Come già nel Levante (Voland, 2019), opera forse più di ogni altra rappresentativa del suo epos intellettuale, Cartarescu si mostra maestro della vertigine accumulatoria: di personaggi, oggetti e percezioni, del turbinare lussureggiante di colori, odori e sensazioni, sotto il segno di un Oriente immaginario e fantastico, in un gioco ora malinconicamente nostalgico ora parodicamente carnascialesco, che confida nella smaliziata maturità dei propri lettori, cui chiede di sintonizzarsi con l’innocenza visionaria e fanciullesca del «meraviglioso puro» di cui parla Todorov.

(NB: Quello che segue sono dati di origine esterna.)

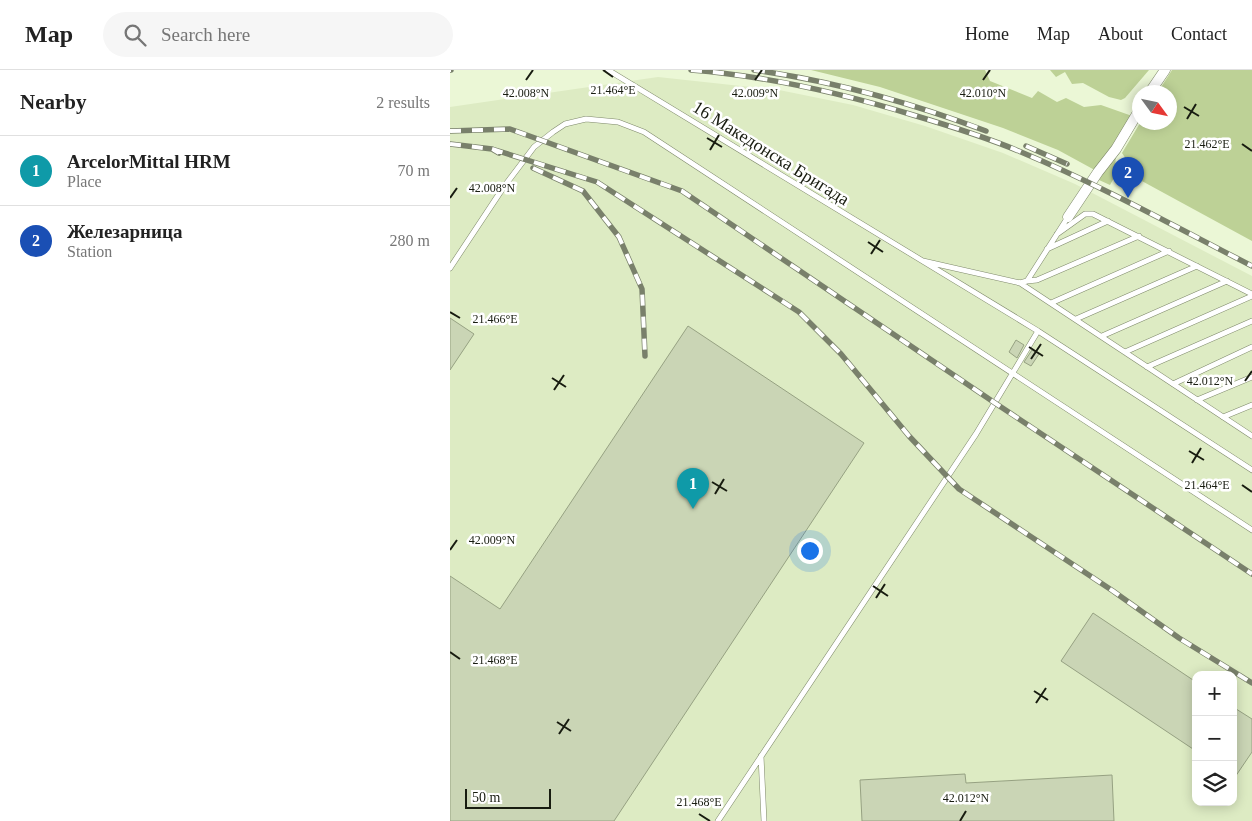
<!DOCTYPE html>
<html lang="en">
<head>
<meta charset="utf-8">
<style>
  body { margin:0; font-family:"Times New Roman",serif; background:#f6f6f6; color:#222 }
  .controls { position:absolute; right:15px; bottom:15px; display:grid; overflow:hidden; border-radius:10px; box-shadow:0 2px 12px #0003 }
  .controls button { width:45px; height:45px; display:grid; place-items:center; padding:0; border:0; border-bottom:1px solid #e0e0e0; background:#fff; color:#222; font:25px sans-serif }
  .compass { position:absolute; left:682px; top:15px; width:45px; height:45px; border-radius:50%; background:#fff; box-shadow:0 2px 12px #0003; rotate:123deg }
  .scale { position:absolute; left:15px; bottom:12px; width:86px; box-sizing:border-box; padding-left:5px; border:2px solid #181c10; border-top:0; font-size:14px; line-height:18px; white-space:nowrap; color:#181c10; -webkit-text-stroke:4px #fff; paint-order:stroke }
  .you { position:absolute; left:359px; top:480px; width:18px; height:18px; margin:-12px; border:4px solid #fff; border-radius:50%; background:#1a73e8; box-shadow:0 0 0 8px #1a73e833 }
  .badge { display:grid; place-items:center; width:32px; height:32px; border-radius:50%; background:#945bd3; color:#fff; font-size:16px; font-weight:700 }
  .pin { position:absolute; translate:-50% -41px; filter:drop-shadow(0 1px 2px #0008) }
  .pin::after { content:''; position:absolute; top:26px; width:18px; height:15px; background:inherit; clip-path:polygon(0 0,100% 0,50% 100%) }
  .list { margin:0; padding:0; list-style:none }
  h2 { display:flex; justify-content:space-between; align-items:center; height:65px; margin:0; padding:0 20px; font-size:21px }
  h2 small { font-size:16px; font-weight:400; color:#767676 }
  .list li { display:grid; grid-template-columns:32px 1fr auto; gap:15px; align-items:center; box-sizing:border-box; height:70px; padding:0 20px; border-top:1px solid #e0e0e0 }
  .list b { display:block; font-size:19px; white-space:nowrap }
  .list p { margin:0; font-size:16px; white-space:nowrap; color:#767676 }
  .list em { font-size:16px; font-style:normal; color:#767676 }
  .icon { flex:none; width:28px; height:28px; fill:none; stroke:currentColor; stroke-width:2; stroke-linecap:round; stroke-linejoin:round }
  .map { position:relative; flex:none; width:802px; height:751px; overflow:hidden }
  header { display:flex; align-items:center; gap:30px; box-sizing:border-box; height:70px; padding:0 25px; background:#fff; border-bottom:1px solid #e0e0e0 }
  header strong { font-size:24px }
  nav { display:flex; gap:28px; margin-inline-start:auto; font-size:18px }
  .search { width:350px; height:45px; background:#f6f6f6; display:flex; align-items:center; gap:12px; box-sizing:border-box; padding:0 18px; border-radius:28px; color:#767676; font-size:19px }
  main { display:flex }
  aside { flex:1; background:#fff }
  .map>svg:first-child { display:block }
  .built { fill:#ddebc3; fill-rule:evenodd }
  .green { fill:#bdd196 }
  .building { fill:#cad5b5; stroke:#96a182 }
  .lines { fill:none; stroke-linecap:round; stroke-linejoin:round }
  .lane-casing { stroke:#7e886a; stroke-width:6 }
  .street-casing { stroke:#7e886a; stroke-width:11 }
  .path { stroke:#a4ad93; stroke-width:2; stroke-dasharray:1 4; stroke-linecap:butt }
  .lane { stroke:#fff; stroke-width:5 }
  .street { stroke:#fff; stroke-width:10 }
  .rail-casing { stroke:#79806b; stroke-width:5.5 }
  .rail { stroke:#fff; stroke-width:4; stroke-dasharray:11; stroke-linecap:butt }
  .ticks { fill:none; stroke:#181c10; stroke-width:2 }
  .labels { text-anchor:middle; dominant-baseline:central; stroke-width:5; stroke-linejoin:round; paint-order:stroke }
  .street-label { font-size:18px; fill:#181c10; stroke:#fff }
  .ticks-label { font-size:12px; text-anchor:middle; fill:#181c10; stroke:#fff; stroke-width:5; stroke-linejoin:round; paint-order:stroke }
</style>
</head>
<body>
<header>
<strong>Map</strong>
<div class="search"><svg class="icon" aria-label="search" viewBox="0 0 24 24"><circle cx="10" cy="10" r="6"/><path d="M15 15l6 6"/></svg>Search here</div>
<nav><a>Home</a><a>Map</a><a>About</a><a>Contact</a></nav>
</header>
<main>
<aside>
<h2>Nearby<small>2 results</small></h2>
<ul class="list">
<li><span class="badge" style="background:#0f9aa8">1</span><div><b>ArcelorMittal HRM</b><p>Place</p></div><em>70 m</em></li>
<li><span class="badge" style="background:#1a4fb4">2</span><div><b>Железарница</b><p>Station</p></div><em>280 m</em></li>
</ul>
</aside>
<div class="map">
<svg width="802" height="751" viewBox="0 0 802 751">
  <rect width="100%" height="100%" fill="#ebf7d6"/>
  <!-- built -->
  <path class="built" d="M 208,7 L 329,20 L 403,35 L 475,56 L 553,83 L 625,114 L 802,206 L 802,751 L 0,751 L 0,37 ZM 746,605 L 783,605 L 783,732 L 746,732 Z"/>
  <!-- green -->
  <path class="green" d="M 361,0 L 535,0 L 540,11 L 582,28 L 588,21 L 607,32 L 616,28 L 634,37 L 651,35 L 685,47 L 666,79 L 665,106 L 660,115 L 649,110 L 652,104 L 608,80 L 553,58 L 430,17 Z
    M 600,0 L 699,0 L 675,28 L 671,30 L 659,27 L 633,13 L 622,14 L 615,2 L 606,7 Z
    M 722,0 L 802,0 L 802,171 L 690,110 L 672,83 L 690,53 L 720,52 L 720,22 L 708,22 Z"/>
  <!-- building -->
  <path class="building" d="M 0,248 L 24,264 L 0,300 Z
    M 238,256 L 414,373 L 164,751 L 0,751 L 0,506 L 50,539 Z
    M 566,270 L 574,275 L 567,288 L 559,282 Z
    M 582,280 L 589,284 L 581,296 L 574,292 Z
    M 643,543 L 746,612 L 746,681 L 611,591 Z
    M 783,637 L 802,649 L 802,682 L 783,710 Z
    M 515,704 L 516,713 L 662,705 L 664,751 L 412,751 L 410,710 Z"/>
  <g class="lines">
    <!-- lane casing -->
    <g class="lane-casing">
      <path id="lane" d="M 158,0 L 588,261 L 802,400
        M 607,164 L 635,144 L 643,144 L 802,224
        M 597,179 L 658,151
        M 473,191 L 570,213 L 577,211 L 618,147
        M 0,198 L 53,118 L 84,77 L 103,62 L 115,54 L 136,49 L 168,52 L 194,62 L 802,460
        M 577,211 L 587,210 L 689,166
        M 570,213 L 802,366
        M 601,233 L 719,181
        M 626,249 L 747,196
        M 652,266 L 777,211
        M 675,282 L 802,226
        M 697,297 L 802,251
        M 723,314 L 802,277
        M 747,330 L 802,307
        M 773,347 L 802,335
        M 311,686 L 314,751
        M 268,751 L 526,364 L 588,261"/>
    </g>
    <!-- street casing -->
    <g class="street-casing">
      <path id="street" d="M 700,22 L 715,0
        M 618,147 L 648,102 L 666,79 L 690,39"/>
    </g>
    <!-- path -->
    <path class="path" d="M 665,106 L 665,99"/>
    <!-- lane -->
    <use href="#lane" class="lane"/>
    <!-- street -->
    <use href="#street" class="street"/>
    <!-- rail casing -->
    <g class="rail-casing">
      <path id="rail" d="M 0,0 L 1,0
        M 241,0 C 317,6 391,23 463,45 C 500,56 536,67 571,82 C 650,115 726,157 802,196
        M 304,0 C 383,11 462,33 536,61
        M 0,61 L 60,59 L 232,121 L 545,333 L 802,504
        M 0,74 L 42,79 L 49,83
        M 576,76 L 617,94
        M 42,79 L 147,112 L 349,242 L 391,284 L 459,366 L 509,419 L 663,521 L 729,568 L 802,613
        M 83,98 L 133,121 L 169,167 L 192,219 L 195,286"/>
    </g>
    <!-- rail -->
    <use href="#rail" class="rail"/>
  </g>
  <!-- ticks -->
  <path class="ticks" d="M 153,0 L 163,7M 76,10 L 83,0M 305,10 L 312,0M 533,10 L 540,0M 734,37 L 749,46M 737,49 L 746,34M 257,68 L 272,77M 792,74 L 802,81M 260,80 L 269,65M 0,128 L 7,118M 418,172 L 433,182M 421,184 L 430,170M 0,242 L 10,248M 579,277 L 593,286M 581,289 L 591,274M 102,308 L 116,317M 795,311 L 802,301M 104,320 L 114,305M 739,381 L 754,390M 742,393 L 751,378M 262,412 L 277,421M 792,415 L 802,422M 265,424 L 274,409M 0,480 L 7,470M 423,516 L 438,526M 426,528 L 435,514M 0,582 L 10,589M 584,621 L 598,630M 586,633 L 596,618M 107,652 L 121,661M 109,664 L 119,649M 249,744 L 260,751M 510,751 L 516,741"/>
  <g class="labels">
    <!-- street labels -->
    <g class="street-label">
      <text transform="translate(321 83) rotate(32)">16 Македонска Бригада</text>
    </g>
  </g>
  <g class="ticks-label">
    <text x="163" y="24">21.464°E</text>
    <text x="76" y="27">42.008°N</text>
    <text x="305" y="27">42.009°N</text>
    <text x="533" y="27">42.010°N</text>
    <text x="757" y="78">21.462°E</text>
    <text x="42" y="122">42.008°N</text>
    <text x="45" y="253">21.466°E</text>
    <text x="760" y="315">42.012°N</text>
    <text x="757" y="419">21.464°E</text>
    <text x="42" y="474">42.009°N</text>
    <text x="45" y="594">21.468°E</text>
    <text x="516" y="732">42.012°N</text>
    <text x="249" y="736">21.468°E</text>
  </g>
</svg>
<div class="controls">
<button>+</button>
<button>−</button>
<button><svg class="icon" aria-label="layers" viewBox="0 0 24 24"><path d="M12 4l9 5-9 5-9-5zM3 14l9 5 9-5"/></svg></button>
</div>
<svg class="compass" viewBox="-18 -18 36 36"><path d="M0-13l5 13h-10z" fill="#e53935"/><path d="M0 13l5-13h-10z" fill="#767676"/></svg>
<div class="scale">50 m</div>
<div class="you"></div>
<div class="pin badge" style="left:243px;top:439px;background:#0f9aa8">1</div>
<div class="pin badge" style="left:678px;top:128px;background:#1a4fb4">2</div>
</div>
</main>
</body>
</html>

Più che mai in equilibrio tra neoromanticismo e postmodernismo, storia e mito, cronaca e fiaba, Cartarescu inventa un Don Chisciotte «orientale» e canagliesco, nutrito non di romanzi cavallereschi ma dei miti dei libri biblici, canonici e apocrifi, e dei «libri popolari» del lungo Medioevo valacco, tessuti insieme da una scrittura malleabile, flessibile, ora sfarzosa ora sottile, ottimamente riportata in italiano dall’eccellente traduttore Bruno Mazzoni, impegnato in un tour de force non da poco.

Dalle pagine mistiche e irridenti, ironiche e malinconiche di Theodoros, dove si danno convegno briganti e corsari, monaci e generali, principesse con nomi di pietre preziose e piratesse con nomi di gas nobili, la regina Vittoria e l’imperatore degli Stati Uniti d’America Joshua Abraham Norton I, si alza incontenibile e contagioso il piacere del raccontare e dell’inventare: storie dolci o crudeli, soavi o ridicole, ma sempre armi contro il nulla, perché tutto a questo mondo è vano – Theodoros lo impara a proprie spese – fuorché l’incanto miracoloso delle storie.